Drug-likeness prediction:
OSIRIS Property Explorer (http: // www.organicchemistry. org/prog/peo/) was used to predict side effects, such as mutagenic, tumorigenic, irritant and reproductive effects which are also providing score for drug-relevant properties with respect to drug-likeness and overall drug-score [20].
Results and Discussion
Multiple sequence alignment of five E6 protein sequences from India, USA, China, Canada and Spain were performed using ClustalX [17] and Phylogenetic tree was constructed using Neighbor-Joining method in MEGA6 (Figure 3) [16]. Phylogenetic analysis clearly revealed that the E6 protein of Human Papilloma Virus of USA origin is closely related to the Indian and it is experimentally verified, therefore E6 protein sequence from USA (Accession no. AAD33252.1) was preferred for the modeling of 3D structure. BLASTp search revealed one putative template (PDB id: 4GIZ, Chain C) of high-label identity and query coverage with the target sequence, as the best template for comparative modeling. The pair-wise sequence alignment of HPV-16 E6 and template was generated using ClustalX, and alignment was showed in ESPrint 3.0 (Figure 1). Based on target-template alignment, five different server viz. I-TASSER, Geno-3D, Phyre 2, CPH model and Bhageerath generated protein 3D models of E6.

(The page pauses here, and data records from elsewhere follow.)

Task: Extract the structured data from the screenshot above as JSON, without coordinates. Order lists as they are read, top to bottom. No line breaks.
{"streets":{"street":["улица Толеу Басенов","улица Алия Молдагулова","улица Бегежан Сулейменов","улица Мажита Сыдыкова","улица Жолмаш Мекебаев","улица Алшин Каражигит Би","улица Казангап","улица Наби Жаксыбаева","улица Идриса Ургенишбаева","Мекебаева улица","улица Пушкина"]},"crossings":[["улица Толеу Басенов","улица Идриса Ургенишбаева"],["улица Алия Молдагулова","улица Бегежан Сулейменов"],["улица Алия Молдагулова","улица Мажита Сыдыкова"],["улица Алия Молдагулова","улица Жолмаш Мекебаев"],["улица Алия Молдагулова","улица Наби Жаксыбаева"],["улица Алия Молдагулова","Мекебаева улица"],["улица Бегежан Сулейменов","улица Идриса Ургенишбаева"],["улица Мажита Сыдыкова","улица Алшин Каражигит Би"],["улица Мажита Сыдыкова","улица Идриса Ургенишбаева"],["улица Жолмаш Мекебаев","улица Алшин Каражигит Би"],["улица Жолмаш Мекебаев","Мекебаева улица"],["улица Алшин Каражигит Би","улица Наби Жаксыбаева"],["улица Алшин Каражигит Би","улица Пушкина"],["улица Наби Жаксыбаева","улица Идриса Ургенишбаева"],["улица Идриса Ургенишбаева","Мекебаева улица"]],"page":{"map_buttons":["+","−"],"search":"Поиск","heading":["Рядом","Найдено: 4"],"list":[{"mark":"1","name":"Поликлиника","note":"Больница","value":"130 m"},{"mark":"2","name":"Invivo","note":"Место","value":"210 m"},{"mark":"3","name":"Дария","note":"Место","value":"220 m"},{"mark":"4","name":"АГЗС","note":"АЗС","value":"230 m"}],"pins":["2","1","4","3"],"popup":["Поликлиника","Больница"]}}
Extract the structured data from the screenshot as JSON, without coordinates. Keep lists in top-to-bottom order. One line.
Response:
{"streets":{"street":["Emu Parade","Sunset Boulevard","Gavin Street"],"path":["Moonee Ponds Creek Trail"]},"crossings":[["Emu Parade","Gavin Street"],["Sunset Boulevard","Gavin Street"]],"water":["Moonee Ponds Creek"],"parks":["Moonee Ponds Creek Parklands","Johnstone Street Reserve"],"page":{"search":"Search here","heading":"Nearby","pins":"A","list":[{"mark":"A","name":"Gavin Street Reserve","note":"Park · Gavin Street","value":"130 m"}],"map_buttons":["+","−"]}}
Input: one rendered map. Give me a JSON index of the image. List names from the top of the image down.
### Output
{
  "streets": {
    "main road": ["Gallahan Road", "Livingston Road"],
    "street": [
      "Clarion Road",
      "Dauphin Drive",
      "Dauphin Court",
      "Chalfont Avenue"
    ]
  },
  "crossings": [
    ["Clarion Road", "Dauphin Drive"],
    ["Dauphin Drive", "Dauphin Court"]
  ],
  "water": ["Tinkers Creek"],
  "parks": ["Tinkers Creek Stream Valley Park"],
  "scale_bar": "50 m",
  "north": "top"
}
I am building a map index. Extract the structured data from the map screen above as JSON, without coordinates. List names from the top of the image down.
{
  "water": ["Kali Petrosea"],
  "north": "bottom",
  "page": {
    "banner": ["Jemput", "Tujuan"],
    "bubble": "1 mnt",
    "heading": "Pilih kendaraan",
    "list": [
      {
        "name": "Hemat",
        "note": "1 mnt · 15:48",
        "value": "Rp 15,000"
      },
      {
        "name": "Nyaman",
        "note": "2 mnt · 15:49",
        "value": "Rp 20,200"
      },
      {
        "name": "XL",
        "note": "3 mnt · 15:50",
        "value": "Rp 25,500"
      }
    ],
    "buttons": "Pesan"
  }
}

Structure refinements through energy minimization were performed using ModRefiner server ( http://zhanglab. ccmb.med. umich.edu /ModRefiner /). The minimized structures were finally saved as Hpv.pdb. The best model was selected based on of its stability assessment by RamPage and ProsaA. The model which had highest percentage of amino acid residues in the favoured region was chosen. Phyre2 Model, having 97.1% of residues in the most favoured region, 2.9% residues was found in additional allowed region and no residue observed in the generously allowed and disallowed region was selected Table 1 (see supplementary material). The energy profile of the selected model and the Z-score value (a measure of model quality) were obtained using ProsA program that calculates the interaction energy per residue using a distance-based pair potential. Based on ProsA analysis, the model constructed by Phyre2 showed a Z score of -4.46 and that of template as -4.91 which represent the reliability of predicted model Table 2 (see supplementary material), indicating that this model is suitable for wide spectrum of applications.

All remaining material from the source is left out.